A reação das lideranças conservadoras de PFL, MDB, PDS e outros partidos
menores mostrou-se uma base partidária forte, logo cooptada pelo presidente
Sarney, que considerava dois pontos inegociáveis: sistema de governo
presidencialista e mandato de cinco anos. Nessa troca de favores, surgiu a
célebre frase de São Francisco de Assis “é dando que se recebe”,
descontextualizada pelo deputado Roberto Cardoso Alves, um dos expoentes do
Centrão.
Ao se oferecer ao presidente Bolsonaro como escudo congressual, fazendo o de
sempre em relação a todos os governos seguintes, de Collor a Dilma, o Centrão
tornou-se o instrumento da reação do establishment político ao combate à
corrupção que, como previu o então senador Romero Jucá, une “o STF e tudo o
mais” para “estancar a sangria”. A nomeação do ministro Nunes Marques, com o
apoio dos filhos de Bolsonaro e do senador Ciro Nogueira, garantiu a maioria da
2ª turma do STF.
Dois acontecimentos recentes mostram que a tarefa, que a economista
Maria Cristina Pinotti chamou de “legalização da corrupção”, não será tão
simples, mesmo que os ventos da política tenham mudado: a derrota do presidente
da Câmara Arthur Lira na aprovação da “PEC da Impunidade”, e a reação do
Procurador-Geral da República, Augusto Aras, à decisão do Superior Tribunal de
Justiça (STJ) de investigar os procuradores de Curitiba da Lava Jato com base
nas conversas entre eles obtidas ilegalmente através de um hacker.
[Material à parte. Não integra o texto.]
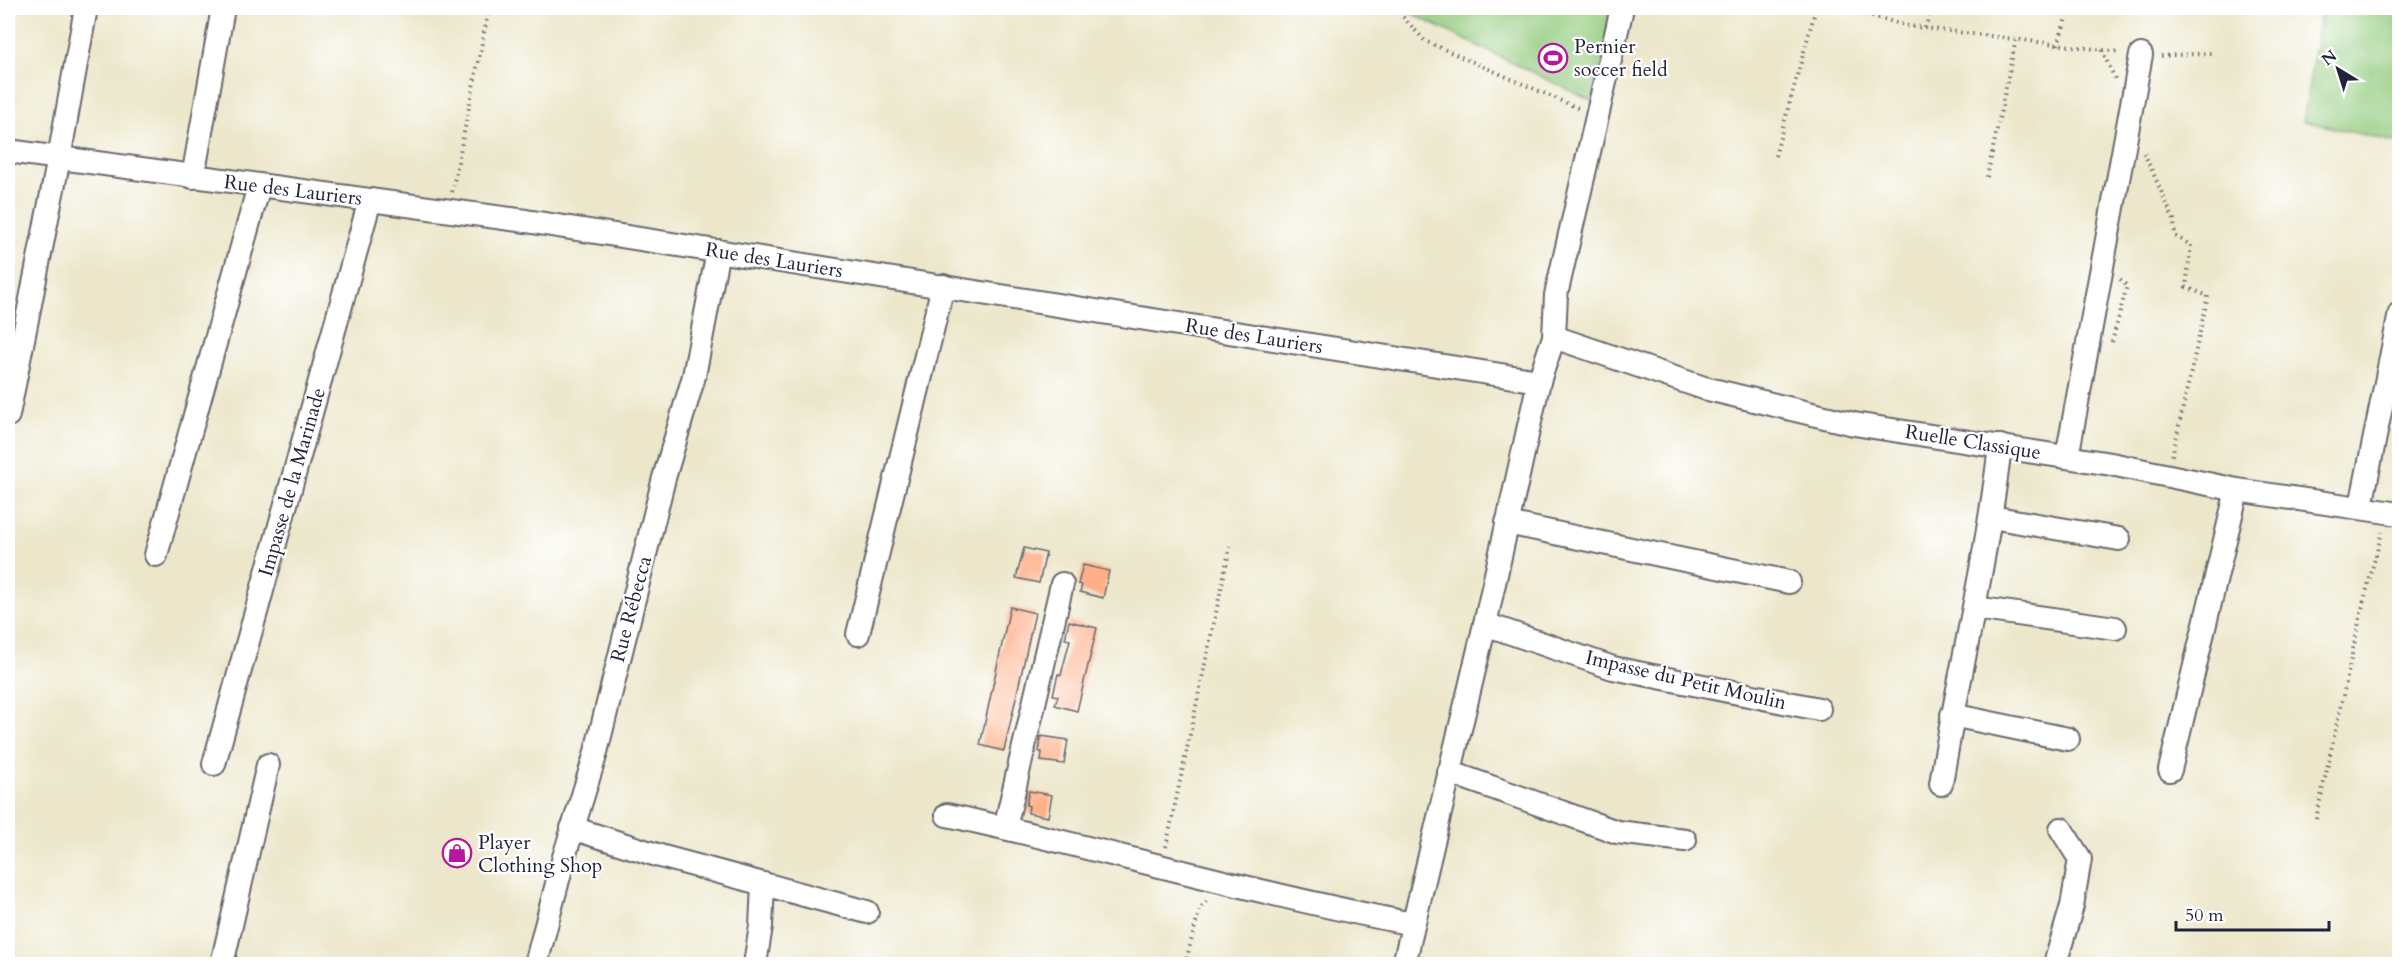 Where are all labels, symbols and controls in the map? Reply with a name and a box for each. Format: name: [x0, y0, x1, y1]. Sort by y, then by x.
place label: Pernier soccer field: [1574, 33, 1668, 83]
north arrow: [2308, 39, 2368, 99]
sports icon: Pernier soccer field: [1537, 42, 1569, 74]
text: N: [2317, 45, 2342, 71]
street label: Rue des Lauriers: [222, 168, 364, 212]
street label: Rue des Lauriers: [703, 236, 845, 284]
street label: Rue des Lauriers: [1183, 312, 1325, 360]
street label: Impasse de la Marinade: [252, 384, 332, 580]
street label: Ruelle Classique: [1903, 418, 2043, 466]
street label: Rue Rébecca: [604, 553, 658, 665]
street label: Impasse du Petit Moulin: [1583, 644, 1790, 716]
place label: Player Clothing Shop: [478, 829, 603, 879]
shop icon: Player Clothing Shop: [441, 837, 473, 869]
scale bar: [2176, 894, 2329, 932]
text: 50 m: [2185, 903, 2224, 928]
Lira proibiu em plenário a palavra “impunidade” para se referir à PEC, mas,
como não sou deputado, posso chamá-la assim. O interessante é observar que essa
proibição se deu justamente no debate sobre imunidade parlamentar por
“opiniões, palavras e votos”. A PEC atual, redigida como resposta ao caso do
deputado Daniel Silveira, não tem nenhuma cláusula de equilíbrio, suas
disposições são apenas para proteger o parlamentar. Não exige que o Conselho de
Ética atue de fato; coloca a punição dos exageros verbais nas mãos da maioria dos
Parlamentares – o que significa que apenas os da minoria serão ameaçados.
O acusado ficar à disposição da Comissão de Constituição e Justiça seria
admissível, por exemplo, se se fixasse especificadamente as alternativas: ser
recolhido à prisão; ser recolhido à sala de Estado-Maior; prisão domiciliar
absoluta. A alteração do sistema de fiança não parece razoável, e por isso terá
que ser mudada na Comissão Especial. Se o Adélio Bispo fosse deputado, deveria
estar solto?
Já o Procurador-Geral da República, Augusto Aras, foi brincar com fogo e acabou
se queimando. Começou com uma onda contra seus Procuradores, agora está
recebendo o troco: a possibilidade de o Ministério Público vir a ser atacado e
julgado pelo STJ. Aras, com proximidade promíscua com o governo Bolsonaro, se
aproveitou do STF para acabar com a Lava-Jato, e está vendo que pode acabar
sendo um tiro a sair pela culatra. Todos os procuradores estão preocupados,
porque essa atitude do Judiciário reduz a possibilidade de atuarem.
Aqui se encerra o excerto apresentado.